Heart contraction begins when the SA node fires an electrical impulse from its origin at the top of the right atrium. This electrical impulse propagates along the atria, initiating a slow-moving wave of contraction toward the ventricles. As the atria contract, there is an increase in pressure that propels blood into the ventricles. Simultaneously, this electrical impulse rapidly conducts through a chain of non-contractile cells to the AV node. Conduction is slowed through this node, delaying communication to the ventricles to allow for completion of the slower-moving contractile wave. This ensures that all blood is emptied from the atria before the ventricles begin to contract.

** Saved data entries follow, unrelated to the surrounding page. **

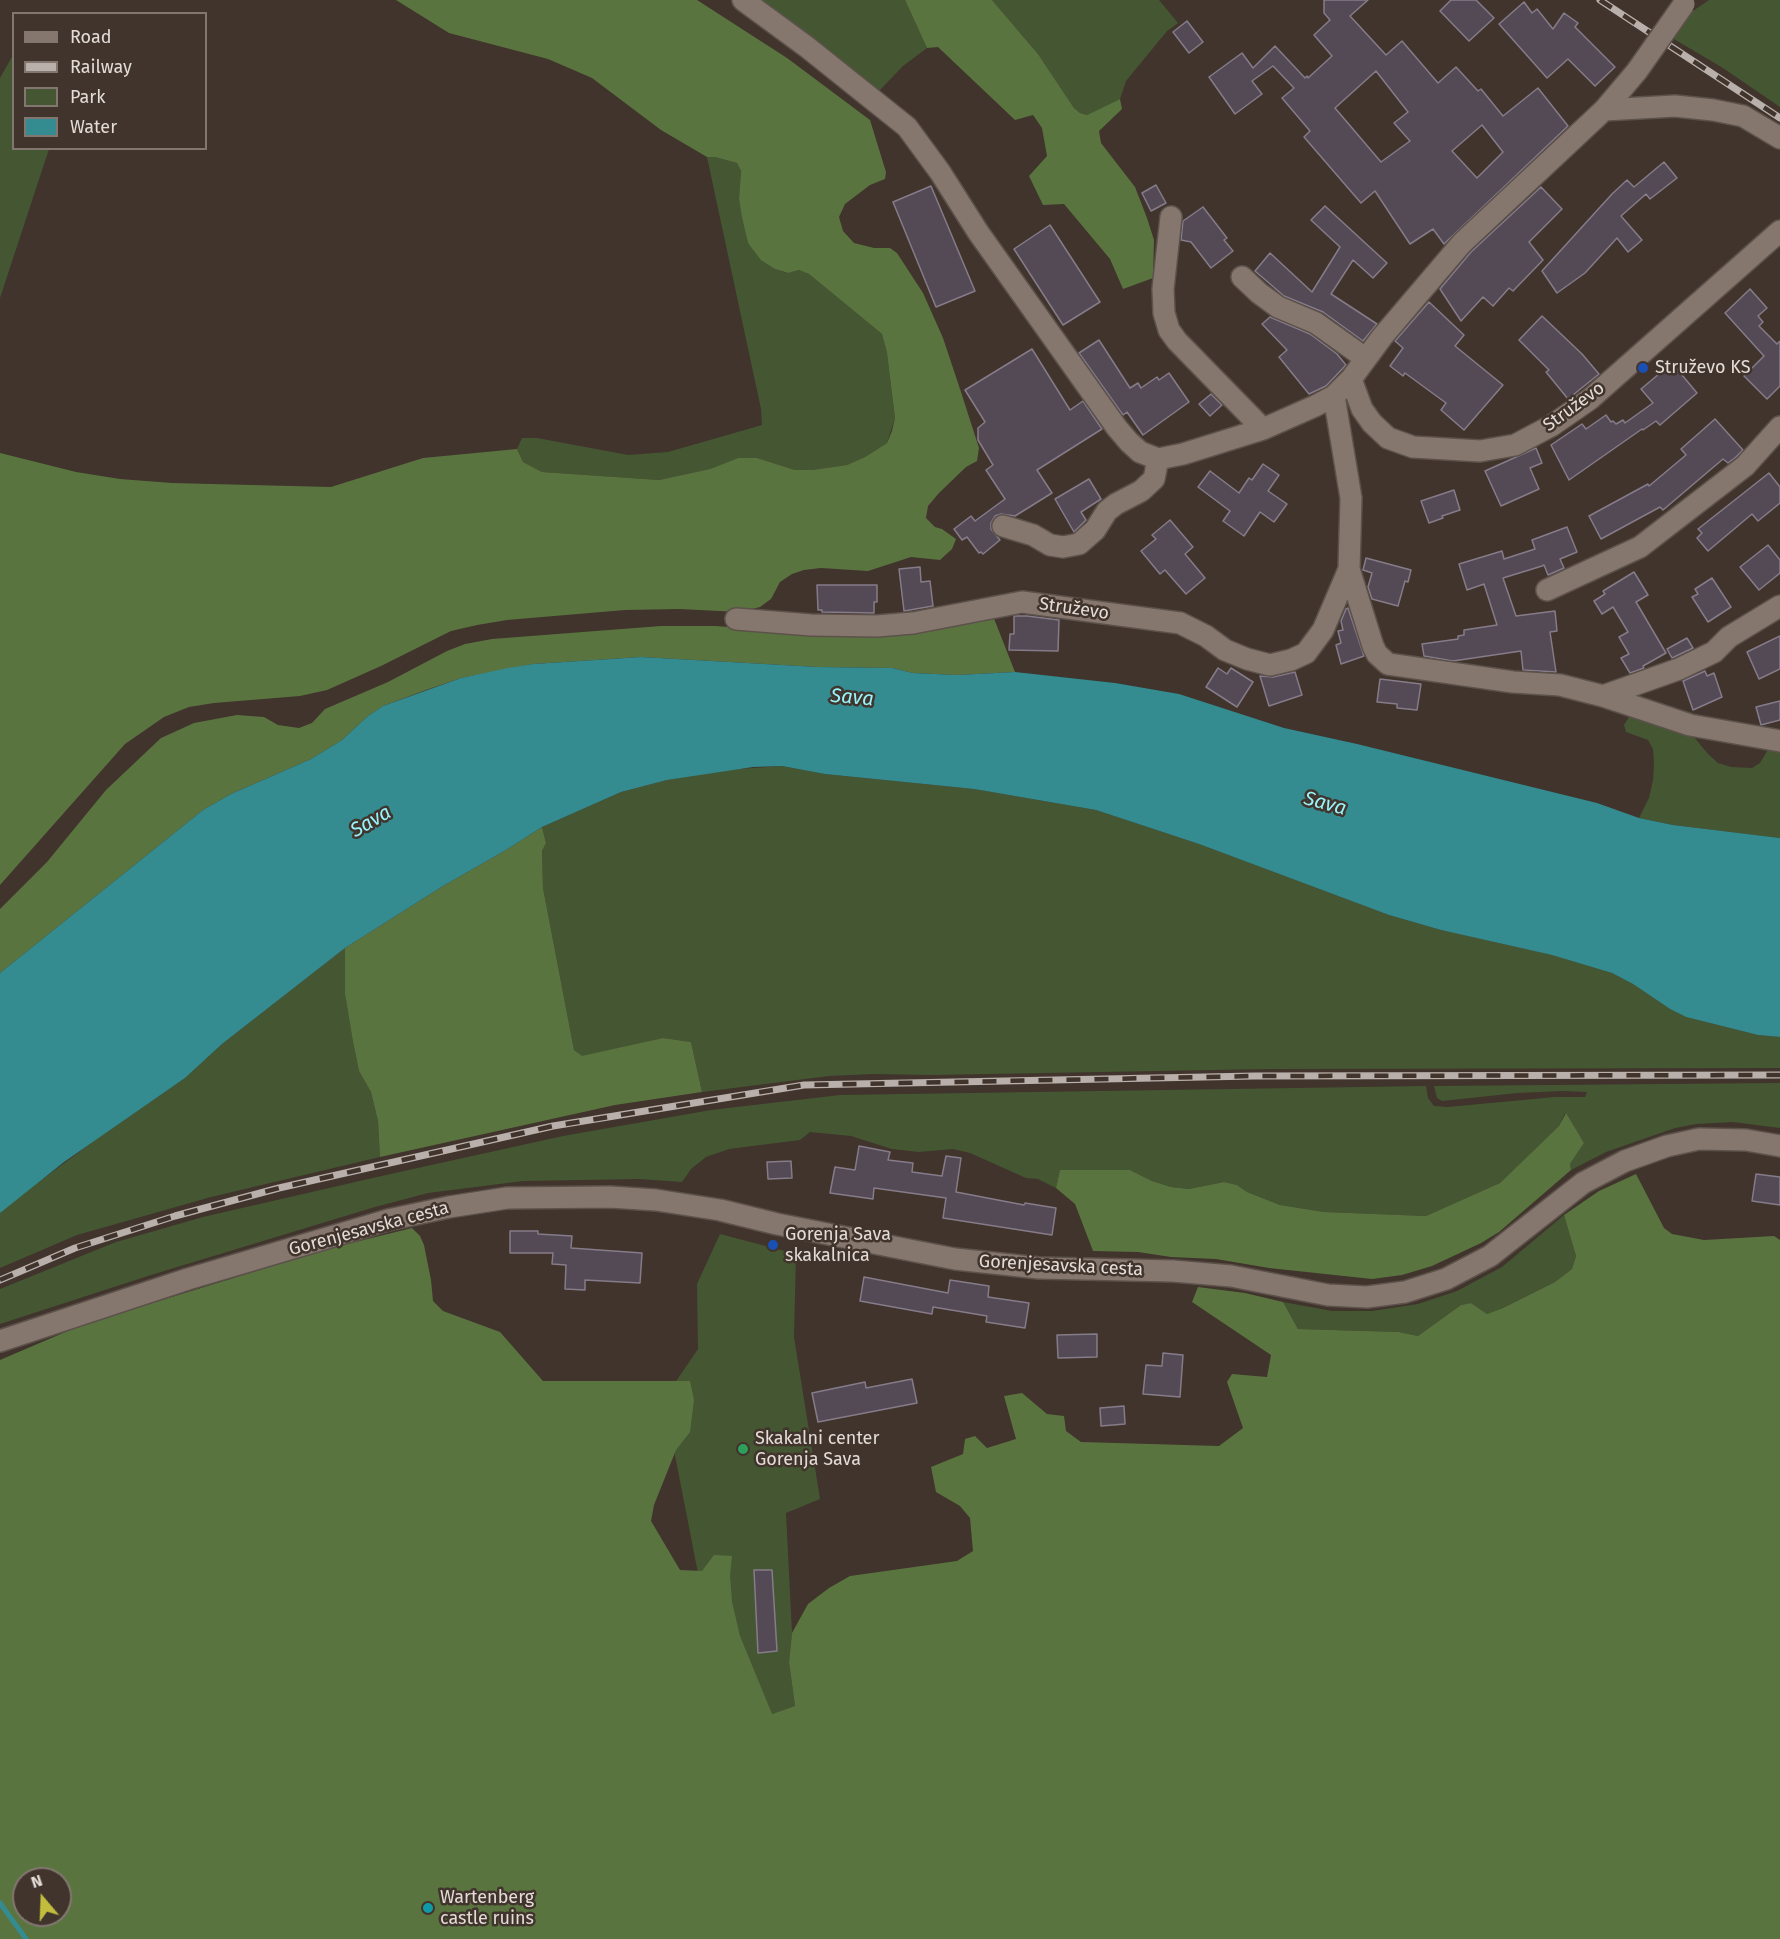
<!DOCTYPE html>
<html>
<head>
<meta charset="utf-8">
<style>
  body { margin:0 }
  #map { position:relative; width:1780px; height:1939px; overflow:hidden; background:#40342c; font-family:"Fira Sans",sans-serif }
  canvas { display:block }
  .legend { position:absolute; left:12px; top:12px; width:195px; height:138px; box-sizing:border-box; background:#40342c; border:2px solid #827770; margin:0; padding:8px 10px; list-style:none; font-size:18px; color:#e4dcd7 }
  .legend li { display:flex; align-items:center; gap:12px; height:30px }
  .legend b { width:30px; border:2px solid #827770 }
  .north { position:absolute; left:12px; top:1867px; width:60px; height:60px; box-sizing:border-box; background:#40342c; border:2px solid #827770; border-radius:50%; rotate:341deg; font-size:16px; font-weight:700; line-height:24px; text-align:center; color:#e4dcd7 }
  .north::after { content:''; display:block; margin:auto; width:21px; height:27px; background:#c3bd3e; clip-path:polygon(50% 0,100% 100%,50% 72%,0 100%) }
</style>
</head>
<body>
<div id="map">
<canvas width="1780" height="1939"></canvas>
<ul class="legend">
<li><b style="height:8px;background:#86776e"></b>Road</li>
<li><b style="height:8px;background:#b9b0ab"></b>Railway</li>
<li><b style="height:16px;background:#455732"></b>Park</li>
<li><b style="height:16px;background:#348b90"></b>Water</li>
</ul>
<div class="north">N</div>
</div>
<script>
const ctx = document.querySelector('canvas').getContext('2d');
ctx.lineJoin = 'round';
function fillPath(path, color) {
  ctx.fillStyle = color;
  ctx.fill(path, 'evenodd');
}
function shape(rows) {
  const path = new Path2D();
  for (const r of rows) {
    path.moveTo(r[0], r[1]);
    for (let i = 2; i < r.length; i += 2) path.lineTo(r[i], r[i + 1]);
  }
  return path;
}
function stroke(path, color, width, dash) {
  ctx.strokeStyle = color;
  ctx.lineWidth = width;
  ctx.lineCap = dash ? 'butt' : 'round';
  ctx.setLineDash(dash || []);
  ctx.stroke(path);
}
function label(font, color, halo, rows, align = 'center') {
  ctx.font = font + ' "Fira Sans",sans-serif';
  ctx.lineWidth = 5;
  ctx.setLineDash([]);
  ctx.textBaseline = 'middle';
  ctx.strokeStyle = halo;
  ctx.fillStyle = color;
  for (const [text, x, y, turn = 0] of rows) {
    ctx.save();
    ctx.translate(x, y);
    ctx.rotate((+turn || 0) * Math.PI / 180);
    ctx.textAlign = isNaN(turn) ? turn : align;
    if (halo) ctx.strokeText(text, 0, 0);
    ctx.fillText(text, 0, 0);
    ctx.restore();
  }
}
fillPath(shape([
  [757,0,905,0,927,48,903,66,878,92],
  [992,0,1159,0,1178,23,1167,31,1126,81,1120,99,1087,115,1080,113,1074,108,1038,54],
  [1709,0,1780,0,1780,107,1723,68,1674,39,1693,11],
  [13,55,14,148,49,149,0,298,0,78],
  [707,157,715,157,737,163,741,171,739,199,748,243,775,269,787,273,799,270,809,274,882,334,887,353,895,418,887,443,865,457,847,465,812,470,795,470,757,458,738,458,710,469,659,480,542,472,523,462,517,449,522,438,537,438,628,455,668,452,762,425,761,409],
  [1637,714,1689,731,1708,754,1718,763,1731,767,1752,768,1760,763,1769,748,1780,750,1780,838,1673,825,1639,818,1649,798,1653,780,1654,764,1653,749,1648,740,1626,732,1624,725,1629,717],
  [782,766,825,774,974,789,1096,810,1199,844,1389,915,1441,930,1553,955,1612,973,1633,984,1670,1009,1686,1017,1758,1035,1780,1037,1780,1068,1270,1069,931,1075,873,1074,829,1076,702,1092,691,1042,663,1038,582,1057,574,1050,543,888,542,851,546,843,542,827,621,792,667,780,724,770],
  [345,948,345,994,353,1042,359,1071,371,1092,378,1121,380,1157,211,1197,77,1235,0,1268,0,1213,9,1204,94,1141,185,1078,222,1044],
  [1780,1083,1780,1128,1733,1122,1696,1124,1675,1128,1606,1152,1571,1170,1570,1164,1584,1143,1565,1113,1559,1126,1500,1183,1426,1216,1324,1212,1280,1205,1247,1192,1237,1185,1224,1182,1189,1189,1171,1187,1152,1181,1130,1170,1060,1170,1056,1188,1038,1179,1026,1178,970,1153,953,1149,919,1152,892,1149,851,1136,810,1132,800,1140,729,1149,706,1157,691,1169,682,1182,639,1179,523,1181,428,1193,375,1207,151,1275,0,1324,0,1289,116,1242,203,1217,377,1177,563,1136,711,1110,840,1095,1426,1086,1428,1098,1434,1106,1448,1107,1555,1097,1585,1097,1587,1092,1562,1091,1517,1093,1442,1101,1437,1098,1434,1086],
  [1564,1215,1576,1256,1572,1269,1555,1282,1503,1308,1487,1314,1471,1303,1461,1305,1418,1336,1399,1332,1298,1329,1283,1302,1332,1311,1372,1311,1418,1304,1457,1291,1502,1267],
  [720,1234,796,1254,794,1337,820,1499,786,1513,792,1633,789,1662,795,1706,772,1714,712,1645,664,1399,698,1349,697,1284]
]), '#455732');
fillPath(shape([
  [396,0,697,0,787,58,870,120,886,172,885,179,870,185,845,204,839,217,843,231,854,243,874,248,890,248,897,253,923,293,943,338,961,392,979,448,977,461,966,467,939,493,928,506,926,518,935,527,942,529,956,539,952,549,940,560,911,557,868,571,821,568,804,570,792,574,780,582,771,599,760,607,740,612,679,609,625,610,507,620,477,625,451,631,381,666,327,690,300,696,214,703,189,707,164,717,125,744,0,885,0,453,76,472,120,479,172,483,331,487,423,458,517,449,523,462,542,472,659,480,710,469,738,458,757,458,795,470,812,470,847,465,865,457,887,443,892,431,895,418,887,353,882,334,809,274,799,270,788,273,775,269,761,260,748,243,742,217,739,199,741,171,737,163,715,157,707,157,661,130,592,78,548,59,449,33],
  [905,0,992,0,1038,54,1074,108,1080,113,1087,115,1120,99,1122,109,1099,131,1101,143,1135,187,1147,218,1154,240,1153,278,1123,289,1110,259,1064,204,1043,205,1029,176,1047,156,1042,128,1033,115,1015,120,938,47,927,48],
  [993,616,1015,672,957,675,913,673,892,668,818,667,641,657,533,664,461,678,426,690,383,706,368,716,342,740,311,759,231,794,203,810,0,973,0,909,47,862,106,790,161,738,194,723,237,715,264,717,278,725,299,728,312,723,325,709,388,682,447,651,465,644,492,639,661,626,715,626,769,630],
  [542,827,546,843,542,851,543,888,574,1050,582,1056,663,1038,691,1042,702,1092,615,1105,380,1157,378,1121,371,1092,359,1071,353,1042,345,994,345,948,443,886,506,850],
  [1566,1113,1584,1143,1570,1164,1571,1170,1499,1232,1481,1243,1432,1266,1402,1275,1372,1279,1269,1268,1216,1259,1171,1257,1138,1252,1093,1251,1075,1204,1056,1188,1060,1170,1130,1170,1152,1181,1171,1187,1189,1189,1224,1182,1237,1185,1247,1192,1280,1205,1324,1212,1426,1216,1500,1183,1559,1126],
  [1636,1174,1664,1228,1672,1234,1704,1240,1774,1236,1780,1240,1780,1939,0,1939,0,1360,84,1324,331,1248,412,1228,420,1236,424,1245,431,1280,433,1301,443,1311,500,1332,543,1381,690,1381,694,1400,690,1432,676,1450,654,1505,651,1521,680,1570,702,1571,714,1555,732,1556,730,1576,732,1602,740,1636,772,1714,795,1706,789,1662,792,1633,808,1604,829,1588,850,1576,957,1561,973,1551,970,1518,960,1506,936,1492,931,1467,963,1454,965,1439,975,1436,987,1448,1016,1439,1004,1396,1022,1393,1047,1414,1064,1416,1066,1431,1081,1442,1219,1446,1243,1428,1227,1382,1232,1374,1267,1377,1271,1355,1192,1302,1198,1287,1245,1293,1283,1302,1298,1329,1399,1332,1418,1336,1461,1305,1471,1303,1487,1314,1503,1308,1555,1282,1572,1269,1576,1256,1564,1215,1599,1191],
  [24,1879,60,1879,60,1915,24,1915]
]), '#5a7440');
fillPath(shape([
  [641,657,818,667,892,668,913,673,957,675,1015,672,1115,683,1179,694,1284,728,1357,744,1597,803,1639,818,1673,825,1780,838,1780,1037,1758,1035,1686,1017,1670,1009,1633,984,1612,973,1552,955,1441,930,1389,915,1199,844,1096,810,974,789,825,774,782,766,753,767,667,780,621,792,542,827,506,850,443,886,345,948,222,1044,185,1078,64,1162,0,1213,0,973,203,810,231,794,311,759,342,740,368,716,383,706,461,678,508,668,533,664]
]), '#348b90');
stroke(shape([
  [0,1903,26,1939]
]), '#348b90', 5);
const building = shape([
  [1324,0,1368,0,1350,16,1386,55,1402,41,1438,83,1456,67,1478,91,1481,89,1503,116,1538,88,1568,126,1444,244,1433,229,1410,244,1375,191,1361,203,1304,137,1310,131,1282,98,1294,88,1273,66,1252,81,1262,94,1235,114,1209,77,1242,53,1253,68,1275,46,1305,78,1307,76,1308,78,1332,56,1314,35,1330,20,1324,13,1324,0],
  [1376,71,1408,112,1394,123,1410,141,1381,162,1335,108,1376,71],
  [1482,125,1503,152,1477,178,1452,151,1482,125],
  [1451,0,1476,0,1494,18,1469,41,1440,11,1451,0],
  [1524,2,1532,13,1537,9,1553,29,1564,13,1578,23,1575,27,1615,67,1595,86,1568,59,1547,78,1499,24,1524,2],
  [1187,21,1203,42,1189,53,1173,32,1187,21],
  [1664,162,1677,178,1650,199,1646,194,1621,216,1642,240,1628,252,1617,238,1585,273,1557,293,1542,271,1612,194,1627,180,1634,187,1664,162],
  [1156,185,1166,203,1151,211,1142,193,1156,185],
  [931,186,975,291,936,307,893,202,931,186],
  [1541,187,1562,209,1529,242,1543,260,1513,291,1509,288,1493,306,1483,297,1461,321,1440,289,1471,252,1541,187],
  [1325,206,1387,263,1373,278,1353,260,1331,294,1377,324,1363,341,1323,312,1284,296,1255,271,1270,253,1312,292,1340,247,1311,220,1325,206],
  [1203,207,1227,238,1224,240,1233,251,1211,268,1191,242,1181,240,1183,221,1203,207],
  [1050,225,1100,302,1063,325,1014,249,1050,225],
  [1750,289,1767,308,1758,316,1763,322,1759,326,1777,344,1780,341,1780,386,1767,399,1744,376,1764,356,1725,313,1750,289],
  [1429,302,1464,335,1455,346,1503,385,1464,430,1441,410,1446,403,1405,373,1403,376,1390,366,1403,348,1395,341,1429,302],
  [1542,316,1582,354,1599,374,1568,399,1546,372,1549,370,1519,340,1542,316],
  [1270,317,1310,334,1337,354,1346,365,1326,386,1309,394,1279,357,1287,350,1262,324,1270,317],
  [1099,340,1130,388,1138,383,1141,388,1157,377,1159,380,1169,373,1189,402,1143,435,1127,412,1123,415,1079,353,1099,340],
  [1032,349,1070,410,1083,401,1102,429,1037,470,1052,493,1015,516,1001,514,995,516,991,523,991,529,1000,540,983,554,981,552,979,553,967,537,962,540,954,529,971,516,975,521,1005,499,986,470,993,465,978,440,978,428,985,422,965,390,1032,349],
  [1672,363,1697,393,1660,425,1656,421,1643,430,1642,429,1569,480,1551,445,1582,424,1586,429,1606,415,1611,422,1613,421,1616,424,1623,420,1625,423,1653,403,1641,389,1672,363],
  [1211,394,1222,405,1210,416,1199,404,1211,394],
  [1715,419,1743,450,1736,457,1728,463,1723,459,1663,510,1660,507,1601,539,1589,516,1648,484,1649,486,1686,455,1681,449,1715,419],
  [1536,448,1542,463,1530,468,1539,489,1501,506,1485,471,1536,448],
  [1263,464,1279,475,1268,491,1287,504,1274,522,1260,512,1244,536,1223,521,1230,511,1198,487,1210,471,1239,493,1249,478,1252,480,1263,464],
  [1769,473,1780,487,1780,503,1758,521,1752,514,1708,551,1697,538,1702,533,1698,529,1769,473],
  [1089,479,1101,499,1081,512,1086,520,1074,532,1055,499,1089,479],
  [1454,490,1460,510,1442,516,1443,518,1429,523,1421,501,1454,490],
  [1170,520,1193,547,1185,554,1205,578,1186,594,1165,570,1160,574,1141,551,1156,539,1152,535,1170,520],
  [1567,527,1577,552,1560,559,1564,568,1548,575,1544,565,1542,566,1503,578,1516,616,1555,611,1557,631,1550,632,1556,672,1523,670,1521,651,1453,661,1424,656,1422,644,1458,639,1458,636,1464,635,1464,630,1497,625,1484,584,1467,590,1459,564,1502,551,1504,559,1535,549,1532,540,1567,527],
  [1768,545,1780,560,1780,573,1759,590,1740,567,1768,545],
  [1366,558,1411,570,1408,582,1405,581,1398,606,1372,599,1368,587,1372,573,1363,570,1366,558],
  [920,567,921,582,930,581,933,606,904,611,899,569,920,567],
  [1634,572,1648,595,1636,602,1666,653,1643,666,1644,668,1630,673,1621,658,1629,654,1619,637,1628,632,1613,607,1602,614,1594,601,1605,594,1603,591,1634,572],
  [1712,578,1731,607,1708,622,1692,597,1698,594,1695,589,1712,578],
  [817,585,877,585,877,602,874,602,874,613,822,612,822,610,818,610,817,585],
  [1348,608,1364,656,1341,664,1336,645,1341,643,1338,631,1343,630,1341,621,1346,609,1348,608],
  [1014,616,1027,616,1059,620,1058,651,1009,650,1010,634,1014,634,1014,616],
  [1780,636,1780,669,1759,679,1747,652,1780,636],
  [1687,638,1693,648,1672,658,1667,649,1687,638],
  [1218,668,1227,674,1231,668,1253,682,1237,707,1206,687,1218,668],
  [1705,671,1707,676,1714,673,1722,697,1693,710,1683,681,1705,671],
  [1295,672,1302,695,1269,706,1260,676,1273,677,1295,672],
  [1380,679,1421,684,1417,710,1397,708,1397,704,1377,702,1380,679],
  [1780,701,1780,720,1761,725,1756,707,1780,701],
  [859,1146,890,1152,888,1160,913,1163,912,1172,942,1176,946,1156,961,1158,956,1192,1024,1205,1025,1203,1056,1208,1052,1235,943,1218,946,1198,874,1188,873,1199,830,1193,835,1167,855,1170,859,1146],
  [791,1161,792,1178,768,1179,767,1162,791,1161],
  [1756,1174,1780,1177,1780,1205,1752,1201,1756,1174],
  [510,1231,538,1231,538,1234,572,1236,571,1248,642,1253,640,1283,585,1280,585,1290,565,1289,566,1265,552,1264,553,1253,510,1253,510,1231],
  [864,1277,948,1293,950,1280,989,1286,988,1297,1029,1303,1025,1328,986,1322,987,1316,933,1307,932,1314,860,1301,864,1277],
  [1097,1334,1097,1357,1058,1358,1057,1335,1097,1334],
  [1163,1353,1183,1355,1180,1397,1143,1394,1146,1365,1162,1366,1163,1353],
  [912,1379,917,1403,818,1422,812,1393,865,1382,866,1388,912,1379],
  [1124,1406,1125,1424,1101,1426,1100,1408,1124,1406],
  [754,1570,772,1570,777,1651,758,1653,754,1570]
]);
fillPath(building, '#534a56');
stroke(building, '#867c89', 1.5);
const minor = shape([
  [743,0,807,47,907,127,940,172,978,232,1117,428,1129,442,1140,452,1158,459],
  [1604,110,1675,106,1713,110,1743,116,1780,138],
  [1171,217,1163,289,1164,313,1169,330,1177,341,1263,429],
  [1242,277,1259,293,1278,307,1316,323,1365,358],
  [1351,379,1362,409,1372,423,1388,438,1413,447,1480,451,1515,445,1551,426,1590,399,1780,231],
  [1003,526,1033,535,1050,545,1063,547,1079,544,1095,530,1107,511,1116,504,1141,491,1154,479,1158,459,1183,454,1263,429,1315,406,1334,396],
  [1349,569,1373,646,1377,654,1388,664,1513,682,1560,685,1603,696,1690,725,1780,741],
  [1547,590,1640,547,1745,466,1780,427],
  [736,619,811,625,877,626,913,623,1022,602,1180,623,1206,636,1225,650,1247,659,1270,665,1291,660,1306,653,1323,630,1349,569,1351,498,1334,396,1351,379,1382,337,1462,243,1604,110,1637,71],
  [1603,696,1679,669,1714,652,1729,637,1780,606],
  [0,1341,188,1279,388,1220,449,1207,507,1198,610,1197,656,1200,720,1210,777,1224,955,1259,1039,1268,1173,1271,1231,1276,1328,1295,1367,1297,1405,1292,1446,1279,1490,1256,1583,1183,1625,1161,1667,1146,1699,1139,1746,1140,1780,1146]
]);
stroke(minor, '#5c524b', 24);
stroke(minor, '#86776e', 21);
const rail = shape([
  [1600,0,1780,118],
  [0,1280,75,1248,175,1216,279,1188,553,1126,804,1085,1254,1076,1780,1075]
]);
stroke(rail, '#b9b0ab', 7);
stroke(rail, '#40342c', 4.5, [14]);
const minorBridge = shape([
  [1637,71,1684,4]
]);
stroke(minorBridge, '#5c524b', 24, []);
stroke(minorBridge, '#86776e', 21);
for (const [x, y, r, color] of [
  [1643,368,6,"#1a4fb4"],
  [773,1245,6,"#1a4fb4"],
  [743,1449,6,"#2e9e5b"],
  [428,1908,6,"#0f9aa8"]
]) {
  const dot = new Path2D();
  dot.arc(x, y, r, 0, 2 * Math.PI);
  ctx.fillStyle = color;
  ctx.fill(dot);
  stroke(dot, '#40342c', 2);
}
label('18px', '#e4dcd7', '#40342c', [
  ["Struževo KS",1655,368],
  ["Gorenja Sava",785,1235],
  ["skakalnica",785,1256],
  ["Skakalni center",755,1439],
  ["Gorenja Sava",755,1460],
  ["Wartenberg",440,1898],
  ["castle ruins",440,1919]
], 'left');
label('18px', '#e4dcd7', '#40342c', [
  ["Struževo",1574,407,-36],
  ["Struževo",1074,609,8],
  ["Gorenjesavska cesta",369,1229,-15],
  ["Gorenjesavska cesta",1061,1266,3]
]);
label('italic 20px', '#96f4fa', '#40342c', [
  ["Sava",852,698,5],
  ["Sava",1325,804,15],
  ["Sava",371,822,-30]
]);
</script>
</body>
</html>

After the impulse passes the AV node, it travels down through non-contractile cells in the center of the ventricles to the apex of the heart. The impulse is then propagated upward, initiating a wave of contraction that squeezes blood from the ventricles into the body. The AV node plays a critical role in synchronizing the atria and the ventricles, and if conduction through this node is blocked, it results in a critical condition known as complete heart block.
In a healthy heart, the SA node functions as the pacemaker, firing a contraction-initiating impulse approximately 70 times per minute. This frequency of contraction is referred to as the heart rate. In some instances, the SA node will stop firing impulses, and the AV node is required to take over as the pacemaker. In this case, the AV node will fire an impulse that will cause the SA node to fire an impulse and initiate contraction. The impulses generated, however, are less frequent than the impulses of the SA node, at about 50 fires per minute.
When the AV node takes over as the pacemaker, it does not in itself initiate the contractile wave. Rather, the electrical impulse that it automatically generates will cause the SA node to fire the contraction-initiating impulse in reaction. Though an individual who has this condition will experience a lower heart rate, this situation ensures that heart failure will not result from failure of the SA node.